The Repository for Open Data RepOD (“Repository”) is operated by the University of Warsaw, based in Warsaw (00-927), Krakowskie Przedmieście 26/28 (“UW”) at the Repository website (https://repod.icm.edu.pl).
1.2 Purpose of the Repository
The purpose of the Repository is to make research data, such as tabular data, images, audiovisual materials, and any other type of data produced, collected, or described for research purposes, available on the web.
1.3 Scope of data and target audience
The Repository for Open Data RepOD is a general-purpose data repository for all academic community members, with a particular focus on researchers affiliated with Polish scientific institutions.
Research data from all fields of science can be collected, stored, and made available in the Repository.
1.4 Basis for the Repository’s operation
The Repository operates according to the Terms of Use available at https://repod.icm.edu.pl/terms-of-use-page.xhtml. Additional information on depositing research data is provided in the “User Guide” available at https://repod.icm.edu.pl/guides/pl/4.11/user/index.html and on the Repository information website available at https://repod.icm.edu.pl/info.
The current instance of the Repository was created as part of the “Disciplinary Open Research Data Repositories” project, implemented by the University of Warsaw between 2018 and 2021.
1.5 Repository staff
The documents defining the responsibilities of the relevant staff of the Interdisciplinary Centre for Mathematical and Computational Modelling UW (ICM UW) include tasks related to the daily maintenance of the repository and the management of data in the repository.

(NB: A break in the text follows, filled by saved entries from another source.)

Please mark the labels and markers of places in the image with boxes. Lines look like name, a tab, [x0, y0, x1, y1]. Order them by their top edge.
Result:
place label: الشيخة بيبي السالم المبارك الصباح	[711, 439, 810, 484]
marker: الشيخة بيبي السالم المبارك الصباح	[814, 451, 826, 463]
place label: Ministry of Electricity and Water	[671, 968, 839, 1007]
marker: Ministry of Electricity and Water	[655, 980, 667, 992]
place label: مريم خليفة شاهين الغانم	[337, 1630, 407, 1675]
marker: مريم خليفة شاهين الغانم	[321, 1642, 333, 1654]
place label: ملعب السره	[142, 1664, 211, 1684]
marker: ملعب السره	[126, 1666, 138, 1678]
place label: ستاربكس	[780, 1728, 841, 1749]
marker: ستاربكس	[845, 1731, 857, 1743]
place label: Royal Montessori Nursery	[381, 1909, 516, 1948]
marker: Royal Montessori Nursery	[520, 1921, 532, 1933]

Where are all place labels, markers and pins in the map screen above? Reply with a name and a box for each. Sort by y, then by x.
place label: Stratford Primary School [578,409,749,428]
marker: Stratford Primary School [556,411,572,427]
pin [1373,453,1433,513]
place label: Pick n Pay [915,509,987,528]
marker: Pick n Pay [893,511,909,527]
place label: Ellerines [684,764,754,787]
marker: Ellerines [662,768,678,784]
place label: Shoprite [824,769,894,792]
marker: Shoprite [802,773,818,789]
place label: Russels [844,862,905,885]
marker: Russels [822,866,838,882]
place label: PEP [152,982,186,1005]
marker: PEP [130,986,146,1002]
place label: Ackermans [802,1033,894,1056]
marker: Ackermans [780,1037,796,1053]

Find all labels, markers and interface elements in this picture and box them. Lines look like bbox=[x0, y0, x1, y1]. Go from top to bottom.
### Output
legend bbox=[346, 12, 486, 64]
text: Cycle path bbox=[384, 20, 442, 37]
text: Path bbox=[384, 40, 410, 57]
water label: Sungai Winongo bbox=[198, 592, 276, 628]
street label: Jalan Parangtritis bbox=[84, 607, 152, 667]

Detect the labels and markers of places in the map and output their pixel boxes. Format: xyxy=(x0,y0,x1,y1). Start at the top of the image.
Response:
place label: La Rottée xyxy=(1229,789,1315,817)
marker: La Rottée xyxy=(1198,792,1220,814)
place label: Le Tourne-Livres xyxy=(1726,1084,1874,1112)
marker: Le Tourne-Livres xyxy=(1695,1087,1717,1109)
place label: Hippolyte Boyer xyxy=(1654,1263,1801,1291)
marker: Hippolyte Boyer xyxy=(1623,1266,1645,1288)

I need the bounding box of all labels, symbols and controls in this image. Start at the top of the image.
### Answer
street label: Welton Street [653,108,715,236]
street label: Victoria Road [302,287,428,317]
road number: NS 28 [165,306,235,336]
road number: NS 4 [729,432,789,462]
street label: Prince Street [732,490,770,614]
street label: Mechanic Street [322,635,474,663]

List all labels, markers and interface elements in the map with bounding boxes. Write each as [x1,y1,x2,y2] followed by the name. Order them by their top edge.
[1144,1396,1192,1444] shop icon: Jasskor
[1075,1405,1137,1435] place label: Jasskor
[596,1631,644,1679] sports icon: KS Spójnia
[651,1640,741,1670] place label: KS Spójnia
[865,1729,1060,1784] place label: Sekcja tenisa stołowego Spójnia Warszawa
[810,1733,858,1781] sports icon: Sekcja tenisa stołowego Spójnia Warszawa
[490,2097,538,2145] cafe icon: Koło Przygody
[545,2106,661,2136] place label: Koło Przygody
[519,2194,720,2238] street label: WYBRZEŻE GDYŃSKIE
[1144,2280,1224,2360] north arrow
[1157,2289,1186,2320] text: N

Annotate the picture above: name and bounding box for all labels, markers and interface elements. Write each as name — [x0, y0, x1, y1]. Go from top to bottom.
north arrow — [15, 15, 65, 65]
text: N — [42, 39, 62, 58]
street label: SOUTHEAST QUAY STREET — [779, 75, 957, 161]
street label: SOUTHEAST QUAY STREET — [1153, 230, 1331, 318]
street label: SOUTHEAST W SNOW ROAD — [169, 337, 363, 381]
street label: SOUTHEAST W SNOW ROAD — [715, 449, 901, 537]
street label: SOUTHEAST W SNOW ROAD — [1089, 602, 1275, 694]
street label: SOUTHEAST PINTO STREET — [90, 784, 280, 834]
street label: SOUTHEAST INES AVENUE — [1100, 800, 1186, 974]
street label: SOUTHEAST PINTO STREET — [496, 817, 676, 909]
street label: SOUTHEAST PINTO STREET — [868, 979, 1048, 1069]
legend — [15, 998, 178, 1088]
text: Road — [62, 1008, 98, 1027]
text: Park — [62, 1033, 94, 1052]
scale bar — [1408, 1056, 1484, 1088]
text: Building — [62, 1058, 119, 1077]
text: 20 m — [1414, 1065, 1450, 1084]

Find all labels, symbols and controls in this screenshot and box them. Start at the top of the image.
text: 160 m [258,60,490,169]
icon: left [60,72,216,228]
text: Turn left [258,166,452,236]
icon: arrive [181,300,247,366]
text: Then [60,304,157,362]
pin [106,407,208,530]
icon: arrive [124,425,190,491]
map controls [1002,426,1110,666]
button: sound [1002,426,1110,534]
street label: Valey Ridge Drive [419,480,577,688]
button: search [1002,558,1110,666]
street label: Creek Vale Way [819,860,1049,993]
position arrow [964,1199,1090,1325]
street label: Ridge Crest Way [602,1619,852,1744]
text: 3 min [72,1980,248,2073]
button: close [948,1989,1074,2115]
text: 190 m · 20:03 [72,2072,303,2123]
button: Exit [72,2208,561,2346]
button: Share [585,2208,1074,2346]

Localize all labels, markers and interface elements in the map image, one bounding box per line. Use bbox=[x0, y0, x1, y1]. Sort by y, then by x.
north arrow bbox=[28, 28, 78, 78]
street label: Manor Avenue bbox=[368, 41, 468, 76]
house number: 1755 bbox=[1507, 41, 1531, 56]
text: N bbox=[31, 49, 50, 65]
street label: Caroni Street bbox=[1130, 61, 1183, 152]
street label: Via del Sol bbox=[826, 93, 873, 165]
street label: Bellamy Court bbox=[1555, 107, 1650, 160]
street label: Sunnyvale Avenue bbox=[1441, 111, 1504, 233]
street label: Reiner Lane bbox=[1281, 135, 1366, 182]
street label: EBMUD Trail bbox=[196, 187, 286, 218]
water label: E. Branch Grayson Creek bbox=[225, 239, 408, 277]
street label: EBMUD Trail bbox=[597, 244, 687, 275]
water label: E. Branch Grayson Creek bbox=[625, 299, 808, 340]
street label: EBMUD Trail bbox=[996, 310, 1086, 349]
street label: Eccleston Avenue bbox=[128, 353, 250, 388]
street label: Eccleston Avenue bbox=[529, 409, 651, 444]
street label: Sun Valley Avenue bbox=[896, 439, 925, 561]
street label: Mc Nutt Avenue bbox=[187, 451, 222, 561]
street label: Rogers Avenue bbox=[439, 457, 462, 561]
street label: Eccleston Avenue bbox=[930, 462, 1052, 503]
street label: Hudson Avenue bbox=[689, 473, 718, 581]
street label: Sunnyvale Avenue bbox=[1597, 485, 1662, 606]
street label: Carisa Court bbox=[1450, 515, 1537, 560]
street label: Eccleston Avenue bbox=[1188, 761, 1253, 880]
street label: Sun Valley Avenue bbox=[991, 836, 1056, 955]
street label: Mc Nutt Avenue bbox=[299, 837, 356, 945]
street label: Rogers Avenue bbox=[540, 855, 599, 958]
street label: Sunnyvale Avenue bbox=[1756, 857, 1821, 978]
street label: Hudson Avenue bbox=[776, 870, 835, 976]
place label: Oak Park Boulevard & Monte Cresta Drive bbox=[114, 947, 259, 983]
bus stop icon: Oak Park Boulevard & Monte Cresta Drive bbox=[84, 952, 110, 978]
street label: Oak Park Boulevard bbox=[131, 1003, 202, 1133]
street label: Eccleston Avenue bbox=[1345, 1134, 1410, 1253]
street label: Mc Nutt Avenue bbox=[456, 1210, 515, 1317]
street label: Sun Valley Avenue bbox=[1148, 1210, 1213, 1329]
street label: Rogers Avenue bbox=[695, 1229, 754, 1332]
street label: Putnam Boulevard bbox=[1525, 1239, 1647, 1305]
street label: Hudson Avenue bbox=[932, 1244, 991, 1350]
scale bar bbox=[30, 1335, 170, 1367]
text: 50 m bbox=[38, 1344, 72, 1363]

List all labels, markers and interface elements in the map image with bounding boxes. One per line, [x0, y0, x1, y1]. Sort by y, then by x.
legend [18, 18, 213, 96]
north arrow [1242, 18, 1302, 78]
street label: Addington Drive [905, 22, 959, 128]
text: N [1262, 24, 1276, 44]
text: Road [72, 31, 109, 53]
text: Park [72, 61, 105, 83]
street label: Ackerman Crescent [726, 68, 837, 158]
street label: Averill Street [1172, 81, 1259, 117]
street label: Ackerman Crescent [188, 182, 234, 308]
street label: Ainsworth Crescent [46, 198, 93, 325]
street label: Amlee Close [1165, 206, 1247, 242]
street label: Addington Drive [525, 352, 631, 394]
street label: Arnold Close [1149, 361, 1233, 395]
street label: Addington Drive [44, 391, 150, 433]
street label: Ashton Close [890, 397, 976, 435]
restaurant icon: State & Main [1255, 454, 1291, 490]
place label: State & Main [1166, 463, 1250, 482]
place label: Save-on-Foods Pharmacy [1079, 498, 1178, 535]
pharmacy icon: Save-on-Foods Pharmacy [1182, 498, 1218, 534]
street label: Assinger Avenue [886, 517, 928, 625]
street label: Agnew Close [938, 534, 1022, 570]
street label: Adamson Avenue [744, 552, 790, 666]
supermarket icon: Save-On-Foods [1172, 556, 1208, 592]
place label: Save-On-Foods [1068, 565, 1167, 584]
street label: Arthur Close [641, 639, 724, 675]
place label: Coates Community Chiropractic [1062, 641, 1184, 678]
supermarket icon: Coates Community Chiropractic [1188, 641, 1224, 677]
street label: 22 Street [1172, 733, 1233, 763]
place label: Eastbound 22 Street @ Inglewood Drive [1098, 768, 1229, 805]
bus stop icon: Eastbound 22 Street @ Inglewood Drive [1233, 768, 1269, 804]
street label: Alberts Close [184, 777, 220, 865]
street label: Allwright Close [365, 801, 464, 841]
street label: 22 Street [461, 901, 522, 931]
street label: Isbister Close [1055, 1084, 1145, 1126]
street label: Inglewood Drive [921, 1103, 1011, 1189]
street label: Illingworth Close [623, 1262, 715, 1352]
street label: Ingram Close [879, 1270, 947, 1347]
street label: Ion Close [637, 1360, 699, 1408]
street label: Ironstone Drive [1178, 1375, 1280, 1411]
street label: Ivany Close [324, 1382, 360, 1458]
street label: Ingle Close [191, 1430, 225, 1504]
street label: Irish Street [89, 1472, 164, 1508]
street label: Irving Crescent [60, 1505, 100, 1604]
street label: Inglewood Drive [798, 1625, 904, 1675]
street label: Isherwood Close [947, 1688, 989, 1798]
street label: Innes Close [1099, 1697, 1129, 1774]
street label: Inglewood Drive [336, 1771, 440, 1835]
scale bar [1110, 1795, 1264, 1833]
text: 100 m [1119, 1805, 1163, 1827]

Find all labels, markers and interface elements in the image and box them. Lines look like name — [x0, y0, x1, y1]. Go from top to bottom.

Responsibilities for the daily maintenance of the Repository are taken into account by ICM UW management when defining the organisational structure of ICM UW (following §5 of the ICM UW Regulations) and in the workforce planning process.
1.6 Financing of the Repository’s activities
The daily maintenance of the Repository is financed from the “Disciplinary Open Research Data Repositories” project funds and, after its completion, from the University of Warsaw’s funds. As part of maintaining the project’s effects during its sustainability period, the University of Warsaw is committed to ensuring the operation of the Repository at least until 2026.
Efforts are also being made on an ongoing basis to raise additional funds from both national and international sources to enable further development of the Repository.
1.7 Risk register
During the implementation period of the project “Disciplinary Open Research Data Repositories,” the project’s “Risk register” is the basis for managing risks associated with the repository’s functioning.
At the end of the project, a new risk register for the Repository will be developed based on the existing register, considering the Repository’s functioning in the following years.
At the end of the project, the risks will be reviewed once a year, and the risk register will be updated.
If significant risks are identified outside the annual risk review procedure, the risk register may be updated ad hoc.
1.8 Periodic inspections
Once a year, the following shall be carried out:
- review of the file formats within the shared datasets;
- review of funding opportunities for the development of the Repository;
- review of the functionalities and new technologies that justify modification of the software on which the Repository is based;
- risk review.
1.9 Information on data usage
The system collects information on downloads of individual files and datasets. The number of downloads for individual files is publicly available.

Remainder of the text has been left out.